_The problem_: If a line below contains the word "canvas", count it. Please give the total and nothing else.

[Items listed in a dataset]
◆ ◆ ◆

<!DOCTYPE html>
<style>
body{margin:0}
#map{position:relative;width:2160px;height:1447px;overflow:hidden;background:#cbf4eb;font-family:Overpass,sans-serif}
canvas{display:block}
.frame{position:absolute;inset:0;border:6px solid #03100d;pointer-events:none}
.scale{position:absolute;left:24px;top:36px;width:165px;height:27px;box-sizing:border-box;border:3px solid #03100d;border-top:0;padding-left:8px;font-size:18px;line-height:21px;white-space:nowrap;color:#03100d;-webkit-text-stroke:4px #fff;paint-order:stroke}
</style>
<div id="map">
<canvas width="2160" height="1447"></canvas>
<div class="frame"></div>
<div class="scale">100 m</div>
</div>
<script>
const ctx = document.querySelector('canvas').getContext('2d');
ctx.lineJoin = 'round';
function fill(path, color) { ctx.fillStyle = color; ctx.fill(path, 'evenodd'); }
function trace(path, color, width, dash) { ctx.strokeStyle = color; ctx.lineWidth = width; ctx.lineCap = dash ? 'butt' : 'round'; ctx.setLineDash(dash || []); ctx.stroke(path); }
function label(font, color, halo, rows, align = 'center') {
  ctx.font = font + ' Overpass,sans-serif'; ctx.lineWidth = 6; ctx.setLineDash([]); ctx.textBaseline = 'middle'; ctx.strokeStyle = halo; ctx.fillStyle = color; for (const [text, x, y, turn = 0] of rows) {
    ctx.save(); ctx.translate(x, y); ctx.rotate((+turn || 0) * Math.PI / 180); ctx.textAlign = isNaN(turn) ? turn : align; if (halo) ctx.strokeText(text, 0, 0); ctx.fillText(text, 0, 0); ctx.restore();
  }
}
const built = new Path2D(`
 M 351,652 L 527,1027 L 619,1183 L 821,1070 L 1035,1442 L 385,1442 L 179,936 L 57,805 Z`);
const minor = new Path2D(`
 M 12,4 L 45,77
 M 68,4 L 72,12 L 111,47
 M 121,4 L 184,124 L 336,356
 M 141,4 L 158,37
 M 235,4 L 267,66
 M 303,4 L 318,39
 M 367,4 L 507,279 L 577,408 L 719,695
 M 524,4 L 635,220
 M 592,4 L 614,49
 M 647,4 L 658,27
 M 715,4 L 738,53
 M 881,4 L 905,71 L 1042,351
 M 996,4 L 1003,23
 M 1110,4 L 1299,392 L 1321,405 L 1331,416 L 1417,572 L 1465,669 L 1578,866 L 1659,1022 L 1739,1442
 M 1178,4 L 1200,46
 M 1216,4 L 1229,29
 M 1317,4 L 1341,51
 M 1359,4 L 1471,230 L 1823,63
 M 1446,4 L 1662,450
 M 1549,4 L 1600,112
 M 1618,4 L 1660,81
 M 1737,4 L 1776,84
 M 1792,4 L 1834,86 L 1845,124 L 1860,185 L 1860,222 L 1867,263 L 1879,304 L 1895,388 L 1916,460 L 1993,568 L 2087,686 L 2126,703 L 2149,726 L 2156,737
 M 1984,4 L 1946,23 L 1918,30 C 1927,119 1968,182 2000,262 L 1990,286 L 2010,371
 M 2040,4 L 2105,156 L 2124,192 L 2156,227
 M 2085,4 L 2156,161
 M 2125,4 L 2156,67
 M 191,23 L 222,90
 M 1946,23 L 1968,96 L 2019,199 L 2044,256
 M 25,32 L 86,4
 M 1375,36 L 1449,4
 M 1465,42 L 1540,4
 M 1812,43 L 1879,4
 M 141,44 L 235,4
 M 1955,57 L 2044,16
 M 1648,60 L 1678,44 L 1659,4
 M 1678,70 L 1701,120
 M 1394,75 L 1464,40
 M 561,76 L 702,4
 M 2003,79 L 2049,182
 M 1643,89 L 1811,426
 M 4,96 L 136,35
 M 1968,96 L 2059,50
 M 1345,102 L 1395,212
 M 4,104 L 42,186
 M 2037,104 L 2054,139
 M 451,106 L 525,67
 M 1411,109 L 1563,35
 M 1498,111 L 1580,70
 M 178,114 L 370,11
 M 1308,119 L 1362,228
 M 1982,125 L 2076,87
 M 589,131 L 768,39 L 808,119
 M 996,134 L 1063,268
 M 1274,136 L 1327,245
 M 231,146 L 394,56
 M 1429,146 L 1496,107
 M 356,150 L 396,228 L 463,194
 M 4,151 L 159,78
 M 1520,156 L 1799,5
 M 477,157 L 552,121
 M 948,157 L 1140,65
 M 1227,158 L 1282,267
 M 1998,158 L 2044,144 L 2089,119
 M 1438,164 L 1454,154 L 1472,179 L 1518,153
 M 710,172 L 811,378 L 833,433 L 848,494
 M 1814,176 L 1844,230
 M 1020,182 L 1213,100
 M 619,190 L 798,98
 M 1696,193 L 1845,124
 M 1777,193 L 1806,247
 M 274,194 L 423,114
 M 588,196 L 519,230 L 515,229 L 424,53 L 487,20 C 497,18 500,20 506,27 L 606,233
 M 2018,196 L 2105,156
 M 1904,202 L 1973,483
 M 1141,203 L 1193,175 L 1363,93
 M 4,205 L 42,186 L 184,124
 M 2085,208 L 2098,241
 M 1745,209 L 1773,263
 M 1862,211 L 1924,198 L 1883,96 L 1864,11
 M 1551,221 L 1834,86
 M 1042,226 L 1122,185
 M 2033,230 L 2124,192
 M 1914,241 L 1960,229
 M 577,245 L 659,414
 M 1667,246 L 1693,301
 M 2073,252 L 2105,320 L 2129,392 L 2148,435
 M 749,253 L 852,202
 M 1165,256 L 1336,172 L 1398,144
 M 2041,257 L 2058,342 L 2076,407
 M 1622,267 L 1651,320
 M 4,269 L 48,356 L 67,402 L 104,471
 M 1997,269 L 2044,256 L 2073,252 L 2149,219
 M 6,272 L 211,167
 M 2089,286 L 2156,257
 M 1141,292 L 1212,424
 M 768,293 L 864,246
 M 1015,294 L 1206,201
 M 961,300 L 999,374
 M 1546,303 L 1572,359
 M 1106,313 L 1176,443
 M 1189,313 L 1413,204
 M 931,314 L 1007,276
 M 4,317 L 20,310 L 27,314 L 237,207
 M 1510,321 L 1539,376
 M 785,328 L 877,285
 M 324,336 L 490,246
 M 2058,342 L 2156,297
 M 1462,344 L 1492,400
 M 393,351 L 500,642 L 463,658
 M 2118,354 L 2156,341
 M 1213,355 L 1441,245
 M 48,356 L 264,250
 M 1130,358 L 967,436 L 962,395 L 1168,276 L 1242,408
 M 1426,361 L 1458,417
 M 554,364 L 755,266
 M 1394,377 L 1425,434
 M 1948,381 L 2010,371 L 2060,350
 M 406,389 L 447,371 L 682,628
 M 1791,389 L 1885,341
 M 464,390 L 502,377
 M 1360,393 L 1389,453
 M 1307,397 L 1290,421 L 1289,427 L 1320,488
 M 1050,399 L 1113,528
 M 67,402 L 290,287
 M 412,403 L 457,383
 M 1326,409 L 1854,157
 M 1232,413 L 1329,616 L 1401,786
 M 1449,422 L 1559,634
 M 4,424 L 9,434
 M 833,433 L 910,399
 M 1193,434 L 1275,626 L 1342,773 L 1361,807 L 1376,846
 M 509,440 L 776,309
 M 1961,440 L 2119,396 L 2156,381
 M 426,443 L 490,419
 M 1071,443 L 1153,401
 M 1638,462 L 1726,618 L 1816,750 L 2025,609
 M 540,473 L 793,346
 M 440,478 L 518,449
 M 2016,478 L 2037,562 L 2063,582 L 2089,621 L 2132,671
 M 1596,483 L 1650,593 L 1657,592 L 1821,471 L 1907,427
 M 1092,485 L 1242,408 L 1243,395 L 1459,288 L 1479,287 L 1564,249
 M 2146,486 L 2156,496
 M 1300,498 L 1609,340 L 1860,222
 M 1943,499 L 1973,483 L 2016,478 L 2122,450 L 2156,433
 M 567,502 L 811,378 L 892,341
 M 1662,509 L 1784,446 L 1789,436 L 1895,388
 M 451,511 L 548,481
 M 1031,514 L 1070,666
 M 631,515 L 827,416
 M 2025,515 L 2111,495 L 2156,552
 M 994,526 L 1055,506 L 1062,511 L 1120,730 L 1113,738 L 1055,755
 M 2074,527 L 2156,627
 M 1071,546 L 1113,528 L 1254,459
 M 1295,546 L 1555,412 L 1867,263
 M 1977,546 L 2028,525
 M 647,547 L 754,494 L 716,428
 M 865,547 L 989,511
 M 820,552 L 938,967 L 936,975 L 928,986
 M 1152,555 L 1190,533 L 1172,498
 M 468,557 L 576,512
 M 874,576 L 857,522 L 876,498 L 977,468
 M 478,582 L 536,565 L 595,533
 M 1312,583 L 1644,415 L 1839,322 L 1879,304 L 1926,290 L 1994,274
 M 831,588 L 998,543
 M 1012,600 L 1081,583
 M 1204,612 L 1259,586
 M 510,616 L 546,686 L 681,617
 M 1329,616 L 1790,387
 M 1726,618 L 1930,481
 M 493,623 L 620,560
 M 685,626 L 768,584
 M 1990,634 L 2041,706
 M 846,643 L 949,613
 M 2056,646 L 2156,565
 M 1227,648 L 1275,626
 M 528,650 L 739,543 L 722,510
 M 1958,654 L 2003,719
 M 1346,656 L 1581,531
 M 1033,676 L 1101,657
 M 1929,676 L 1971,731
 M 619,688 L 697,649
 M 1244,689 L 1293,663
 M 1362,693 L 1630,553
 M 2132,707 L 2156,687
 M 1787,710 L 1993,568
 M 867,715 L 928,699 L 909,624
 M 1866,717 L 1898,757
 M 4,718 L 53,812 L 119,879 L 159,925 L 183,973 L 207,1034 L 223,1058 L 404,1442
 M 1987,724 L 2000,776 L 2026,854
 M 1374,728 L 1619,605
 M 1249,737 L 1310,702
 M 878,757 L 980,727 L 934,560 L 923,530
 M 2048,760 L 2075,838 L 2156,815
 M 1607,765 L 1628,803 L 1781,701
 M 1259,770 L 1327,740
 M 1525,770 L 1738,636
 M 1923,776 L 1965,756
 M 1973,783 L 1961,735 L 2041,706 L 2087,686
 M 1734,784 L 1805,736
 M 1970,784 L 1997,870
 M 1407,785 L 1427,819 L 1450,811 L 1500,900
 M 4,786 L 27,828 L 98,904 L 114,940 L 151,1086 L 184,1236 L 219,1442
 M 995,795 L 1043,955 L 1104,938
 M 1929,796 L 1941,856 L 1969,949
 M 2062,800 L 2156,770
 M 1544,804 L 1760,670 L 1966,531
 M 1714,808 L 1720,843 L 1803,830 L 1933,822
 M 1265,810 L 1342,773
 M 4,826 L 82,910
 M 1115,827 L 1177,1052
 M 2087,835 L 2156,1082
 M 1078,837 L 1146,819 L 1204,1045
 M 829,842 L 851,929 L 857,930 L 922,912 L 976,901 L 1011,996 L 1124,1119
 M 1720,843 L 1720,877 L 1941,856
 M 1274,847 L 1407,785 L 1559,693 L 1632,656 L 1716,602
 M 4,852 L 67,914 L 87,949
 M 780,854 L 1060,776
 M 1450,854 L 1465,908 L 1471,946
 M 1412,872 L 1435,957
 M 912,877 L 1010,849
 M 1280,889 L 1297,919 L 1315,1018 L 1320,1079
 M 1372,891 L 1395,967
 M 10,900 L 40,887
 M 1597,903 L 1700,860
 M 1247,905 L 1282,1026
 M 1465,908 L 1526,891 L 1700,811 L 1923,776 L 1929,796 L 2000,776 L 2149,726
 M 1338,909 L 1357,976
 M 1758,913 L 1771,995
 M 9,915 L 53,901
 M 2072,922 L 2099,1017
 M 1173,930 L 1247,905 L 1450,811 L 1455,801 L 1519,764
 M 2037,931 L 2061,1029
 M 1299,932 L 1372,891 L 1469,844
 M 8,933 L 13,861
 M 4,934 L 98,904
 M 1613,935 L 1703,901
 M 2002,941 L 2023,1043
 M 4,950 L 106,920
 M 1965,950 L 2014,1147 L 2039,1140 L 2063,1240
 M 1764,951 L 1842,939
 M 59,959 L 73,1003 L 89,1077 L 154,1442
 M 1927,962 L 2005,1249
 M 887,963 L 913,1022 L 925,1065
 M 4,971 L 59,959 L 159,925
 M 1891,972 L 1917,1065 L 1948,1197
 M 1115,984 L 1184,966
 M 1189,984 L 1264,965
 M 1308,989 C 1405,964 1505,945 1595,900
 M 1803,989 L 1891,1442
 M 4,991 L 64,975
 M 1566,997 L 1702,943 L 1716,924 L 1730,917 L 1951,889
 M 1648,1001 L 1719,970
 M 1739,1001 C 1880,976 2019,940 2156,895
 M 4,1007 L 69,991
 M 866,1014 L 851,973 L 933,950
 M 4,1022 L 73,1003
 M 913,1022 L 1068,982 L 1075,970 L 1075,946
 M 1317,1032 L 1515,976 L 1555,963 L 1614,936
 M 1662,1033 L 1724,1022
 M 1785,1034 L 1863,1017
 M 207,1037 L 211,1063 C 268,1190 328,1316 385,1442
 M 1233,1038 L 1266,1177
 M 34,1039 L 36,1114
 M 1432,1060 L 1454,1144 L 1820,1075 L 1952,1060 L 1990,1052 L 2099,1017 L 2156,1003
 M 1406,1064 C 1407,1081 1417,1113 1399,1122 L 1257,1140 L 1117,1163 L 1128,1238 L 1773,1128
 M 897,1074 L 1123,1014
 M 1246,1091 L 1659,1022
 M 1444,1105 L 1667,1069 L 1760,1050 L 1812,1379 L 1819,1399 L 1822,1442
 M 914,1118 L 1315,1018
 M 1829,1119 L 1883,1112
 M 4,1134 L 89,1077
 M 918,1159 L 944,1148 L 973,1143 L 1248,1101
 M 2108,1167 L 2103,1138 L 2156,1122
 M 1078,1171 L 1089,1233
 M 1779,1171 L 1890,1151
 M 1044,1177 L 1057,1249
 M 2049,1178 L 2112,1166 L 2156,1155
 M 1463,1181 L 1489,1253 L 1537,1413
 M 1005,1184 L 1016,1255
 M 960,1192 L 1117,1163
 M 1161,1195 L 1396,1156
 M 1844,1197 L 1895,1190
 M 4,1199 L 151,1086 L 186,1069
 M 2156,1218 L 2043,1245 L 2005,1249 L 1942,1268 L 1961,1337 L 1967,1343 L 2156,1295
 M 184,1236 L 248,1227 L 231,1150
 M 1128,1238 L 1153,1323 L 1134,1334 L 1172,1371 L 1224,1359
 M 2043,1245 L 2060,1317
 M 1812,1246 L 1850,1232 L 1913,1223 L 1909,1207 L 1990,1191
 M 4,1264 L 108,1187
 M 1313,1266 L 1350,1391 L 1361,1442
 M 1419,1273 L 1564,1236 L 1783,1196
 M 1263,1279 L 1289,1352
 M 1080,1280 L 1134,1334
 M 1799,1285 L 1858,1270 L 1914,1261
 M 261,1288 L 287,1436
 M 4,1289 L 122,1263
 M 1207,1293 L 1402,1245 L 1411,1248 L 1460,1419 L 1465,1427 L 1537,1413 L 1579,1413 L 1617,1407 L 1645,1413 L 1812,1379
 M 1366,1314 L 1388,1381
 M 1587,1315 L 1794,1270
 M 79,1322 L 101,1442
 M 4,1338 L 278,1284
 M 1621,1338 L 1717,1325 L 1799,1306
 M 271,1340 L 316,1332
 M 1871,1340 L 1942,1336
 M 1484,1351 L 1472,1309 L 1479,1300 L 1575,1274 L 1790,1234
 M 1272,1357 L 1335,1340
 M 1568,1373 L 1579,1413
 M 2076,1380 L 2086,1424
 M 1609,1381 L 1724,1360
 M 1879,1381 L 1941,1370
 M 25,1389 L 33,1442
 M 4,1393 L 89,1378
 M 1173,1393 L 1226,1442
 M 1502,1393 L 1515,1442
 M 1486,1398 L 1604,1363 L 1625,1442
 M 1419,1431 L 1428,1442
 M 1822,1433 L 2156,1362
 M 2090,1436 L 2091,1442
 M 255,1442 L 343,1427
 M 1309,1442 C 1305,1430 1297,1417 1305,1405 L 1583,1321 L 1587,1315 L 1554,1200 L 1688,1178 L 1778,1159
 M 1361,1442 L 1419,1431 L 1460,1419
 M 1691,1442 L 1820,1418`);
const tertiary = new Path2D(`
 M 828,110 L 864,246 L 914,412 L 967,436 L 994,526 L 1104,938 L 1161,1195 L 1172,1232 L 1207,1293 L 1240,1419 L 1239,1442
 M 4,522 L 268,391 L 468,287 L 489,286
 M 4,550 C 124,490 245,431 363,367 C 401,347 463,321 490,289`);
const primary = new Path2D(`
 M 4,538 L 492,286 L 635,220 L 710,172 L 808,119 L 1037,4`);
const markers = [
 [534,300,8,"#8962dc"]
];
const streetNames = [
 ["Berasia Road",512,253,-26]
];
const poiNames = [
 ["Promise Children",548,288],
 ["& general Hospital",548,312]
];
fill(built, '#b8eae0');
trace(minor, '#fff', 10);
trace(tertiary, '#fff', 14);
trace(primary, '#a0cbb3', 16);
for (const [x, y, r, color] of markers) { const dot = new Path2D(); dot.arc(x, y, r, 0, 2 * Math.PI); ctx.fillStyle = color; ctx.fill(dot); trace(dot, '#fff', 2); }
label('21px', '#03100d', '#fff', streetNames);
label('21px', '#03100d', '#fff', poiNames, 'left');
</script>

◆ ◆ ◆

_Exercise answer_: 3